Look through the data below and show every line that includes "grid".

*** Opening Records for the task ***

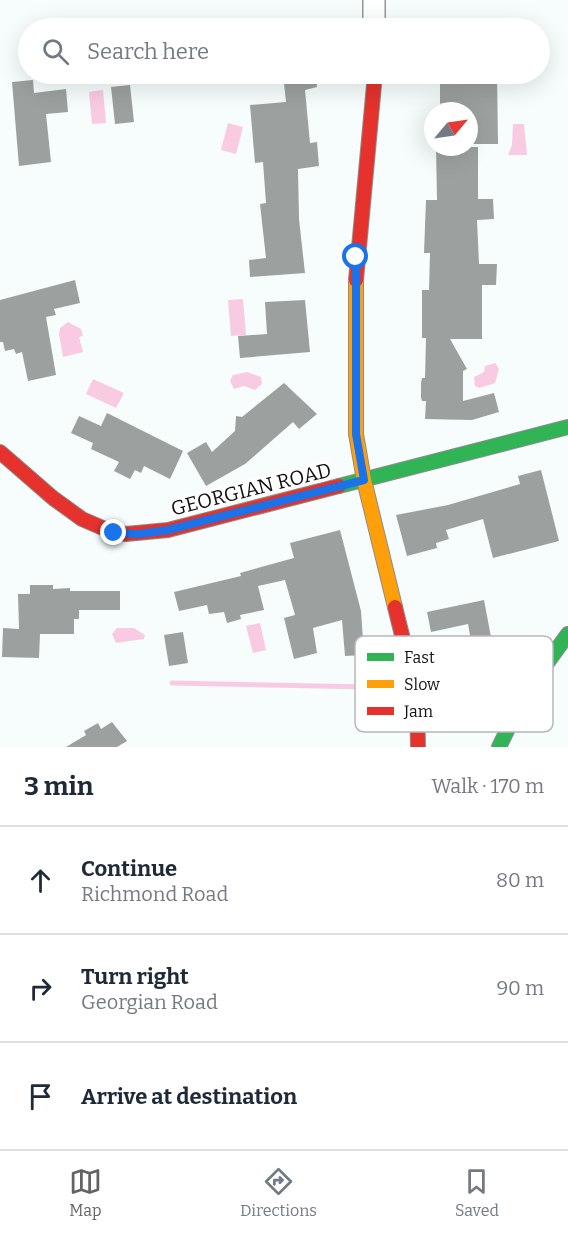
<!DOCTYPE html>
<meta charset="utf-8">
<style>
:root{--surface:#fff;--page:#f6f6f7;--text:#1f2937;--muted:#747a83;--line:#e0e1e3;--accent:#626463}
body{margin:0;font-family:Bitter,serif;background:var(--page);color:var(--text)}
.compass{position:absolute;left:424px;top:102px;width:54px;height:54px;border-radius:50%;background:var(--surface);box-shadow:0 6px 24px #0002;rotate:61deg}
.stop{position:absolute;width:18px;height:18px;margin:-14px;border:4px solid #1a73e8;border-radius:50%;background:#fff}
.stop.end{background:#1a73e8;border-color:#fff;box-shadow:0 2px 6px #0008}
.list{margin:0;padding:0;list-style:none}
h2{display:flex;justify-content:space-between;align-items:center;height:78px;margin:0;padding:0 24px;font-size:26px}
h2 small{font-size:20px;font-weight:400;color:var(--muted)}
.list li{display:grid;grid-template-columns:39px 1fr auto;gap:18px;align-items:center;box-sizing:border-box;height:108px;padding:0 24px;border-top:2px solid var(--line)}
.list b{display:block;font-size:22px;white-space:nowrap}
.list p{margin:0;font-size:20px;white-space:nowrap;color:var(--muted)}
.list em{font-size:20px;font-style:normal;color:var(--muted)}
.icon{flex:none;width:33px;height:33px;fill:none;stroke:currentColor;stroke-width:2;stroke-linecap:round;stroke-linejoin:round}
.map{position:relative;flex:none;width:568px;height:747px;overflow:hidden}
.search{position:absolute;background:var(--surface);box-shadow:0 6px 24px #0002;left:18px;right:18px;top:18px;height:66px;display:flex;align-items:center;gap:15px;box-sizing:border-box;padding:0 21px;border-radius:33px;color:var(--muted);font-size:22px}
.sheet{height:402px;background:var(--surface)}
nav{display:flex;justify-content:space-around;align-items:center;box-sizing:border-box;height:84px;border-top:2px solid var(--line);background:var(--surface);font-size:16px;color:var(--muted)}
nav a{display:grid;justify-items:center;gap:3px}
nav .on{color:var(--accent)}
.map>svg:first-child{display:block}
</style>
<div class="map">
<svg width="568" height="747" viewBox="0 0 568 747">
<rect width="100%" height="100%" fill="#f7fdfc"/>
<g fill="#f9cbe3">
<path d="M103,90L106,123L92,124L89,92Z"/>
<path d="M228,123L243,127L236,154L221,150Z"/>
<path d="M513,124H524L527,155H508L512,145Z"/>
<path d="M243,299L246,335L231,336L228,300Z"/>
<path d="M68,322L81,329L83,336L79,337L83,352L63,357L59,334L60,328Z"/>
<path d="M495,363L499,369L495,383L479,388L475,386L474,377L484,372L485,366Z"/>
<path d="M247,372L261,377L262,384L255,390L244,386L234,389L230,381L233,375Z"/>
<path d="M93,379L124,393L116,408L86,394Z"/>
<path d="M260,623L266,650L253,653L246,626Z"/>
<path d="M117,628H134L145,635L144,639L116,643L112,634Z"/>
</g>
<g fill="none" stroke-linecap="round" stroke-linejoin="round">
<path stroke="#f9cbe3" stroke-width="5" d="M172,683L370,687"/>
</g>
<g fill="#9ca19f">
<path d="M283,74H316L317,87L305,90L310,143L317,142L319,166L298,169L299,219L305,273L250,277L249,260L266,258L260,204L266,203L263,162L255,163L250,105L286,102Z"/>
<path d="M440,74H497L498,144H469V111H440Z"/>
<path d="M33,80L34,93L66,89L68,112L46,114L51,162L19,166L12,82Z"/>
<path d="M130,85L134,122L115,124L111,87Z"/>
<path d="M436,147H478V199H493L494,219L477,220L479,264H497L496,285H482V339H450L467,369L463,371V401L494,393L499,412L472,420L425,419L426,401H422L421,397V383L422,378H425L426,338H422V290H429L430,253H424L426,200H437Z"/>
<path d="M75,280L80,303L54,309L56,315L46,317L56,375L28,381L22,352L16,354L14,349L5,351L3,342H0V300Z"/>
<path d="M305,300L310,352L240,358L238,336L267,334L265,302Z"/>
<path d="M284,383L317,414L299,429L293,422L245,464L206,486L187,453L206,442L212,452L235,431L236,416L242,417Z"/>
<path d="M107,413L183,451L170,479L144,466L141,473L135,470L130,479L114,471L119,462L91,449L93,443L71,433L79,416L101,426Z"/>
<path d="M541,470L559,541L493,558L483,519L446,530L449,539L436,543L437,548L407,556L396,515L448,505L520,484L518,476Z"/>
<path d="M340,530L361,611L364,655L345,656L342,620L313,628L317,653L294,659L284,618L295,615L285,580L258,586L264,610L240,615L241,619L227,623L224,612L209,614L207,605L179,611L174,592L241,576L240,573L294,558L290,543Z"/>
<path d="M30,585H53V589L70,588V591H120V610H79V619H74V634H40L39,658L2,657L3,628L19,629L18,594H30Z"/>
<path d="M484,600L491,637L471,641L468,624L431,632L427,612Z"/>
<path d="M183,632L188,663L169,666L164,635Z"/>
<path d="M112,722L127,741L117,747H66L86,735L84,731L98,723L101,729Z"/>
</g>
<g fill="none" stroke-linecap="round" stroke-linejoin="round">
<g stroke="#959797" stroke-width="24">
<path id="street" d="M374,0V28"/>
</g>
<g stroke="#8b8e8d" stroke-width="16">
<g id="fast">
<path d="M339,486L568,427"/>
<path d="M499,747L526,692L568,634"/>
</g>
</g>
<g stroke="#8b8e8d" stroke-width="16">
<path id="slow" d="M356,280V434L364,480L395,607"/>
</g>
<g stroke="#8b8e8d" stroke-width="16">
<g id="jam">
<path d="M356,280L375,74"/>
<path d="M0,452L53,498L82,519L112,532L126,534L168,530L339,486"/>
<path d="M395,607L417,696L418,747"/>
</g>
</g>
<use href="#street" stroke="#feffff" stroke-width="21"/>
<use href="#fast" stroke="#30b455" stroke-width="14"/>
<use href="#slow" stroke="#ff9f0a" stroke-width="14"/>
<use href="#jam" stroke="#e5322d" stroke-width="14"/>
</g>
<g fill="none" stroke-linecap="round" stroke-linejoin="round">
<path stroke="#1a73e8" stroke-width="8" d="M114,533L139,534L168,530L364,480L356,434V257"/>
</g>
<g text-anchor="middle" stroke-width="6" stroke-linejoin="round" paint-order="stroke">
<g font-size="20" fill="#111" stroke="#fff">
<text transform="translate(251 489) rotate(-14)" y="7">GEORGIAN ROAD</text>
</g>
</g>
<rect x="355" y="636" width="198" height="96" rx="9" fill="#fff" stroke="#b8b8b8" stroke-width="1.5"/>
<rect x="367" y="653" width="27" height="8" fill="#30b455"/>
<rect x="367" y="680" width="27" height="8" fill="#ff9f0a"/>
<rect x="367" y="707" width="27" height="8" fill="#e5322d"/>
<g font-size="16" fill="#111">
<text x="404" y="663">Fast</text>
<text x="404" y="690">Slow</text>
<text x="404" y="717">Jam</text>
</g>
</svg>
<svg class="compass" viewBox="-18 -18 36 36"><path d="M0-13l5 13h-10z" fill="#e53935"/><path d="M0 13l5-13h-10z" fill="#747a83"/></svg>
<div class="stop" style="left:356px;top:257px"></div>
<div class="stop end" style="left:114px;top:533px"></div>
<div class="search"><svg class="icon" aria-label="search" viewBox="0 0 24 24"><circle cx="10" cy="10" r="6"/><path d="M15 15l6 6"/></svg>Search here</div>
</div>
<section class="sheet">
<h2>3 min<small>Walk · 170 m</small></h2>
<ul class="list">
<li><svg class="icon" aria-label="ahead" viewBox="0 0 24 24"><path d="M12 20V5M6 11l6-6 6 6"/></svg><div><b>Continue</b><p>Richmond Road</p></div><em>80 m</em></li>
<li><svg class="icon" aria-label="right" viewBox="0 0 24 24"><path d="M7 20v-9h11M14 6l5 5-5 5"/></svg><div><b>Turn right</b><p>Georgian Road</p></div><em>90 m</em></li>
<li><svg class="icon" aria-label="arrive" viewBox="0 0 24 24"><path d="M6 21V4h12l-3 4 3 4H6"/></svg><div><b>Arrive at destination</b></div></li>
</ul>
</section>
<nav>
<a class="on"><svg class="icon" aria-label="map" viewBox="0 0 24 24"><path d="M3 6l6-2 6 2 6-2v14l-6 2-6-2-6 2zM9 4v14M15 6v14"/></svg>Map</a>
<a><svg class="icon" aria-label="directions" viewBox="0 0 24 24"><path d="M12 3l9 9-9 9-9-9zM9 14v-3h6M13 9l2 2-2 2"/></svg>Directions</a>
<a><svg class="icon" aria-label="saved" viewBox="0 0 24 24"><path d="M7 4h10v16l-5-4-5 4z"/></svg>Saved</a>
</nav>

*** Closing Records for the task ***

Final answer »
.list li{display:grid;grid-template-columns:39px 1fr auto;gap:18px;align-items:center;box-sizing:border-box;height:108px;padding:0 24px;border-top:2px solid var(--line)}
nav a{display:grid;justify-items:center;gap:3px}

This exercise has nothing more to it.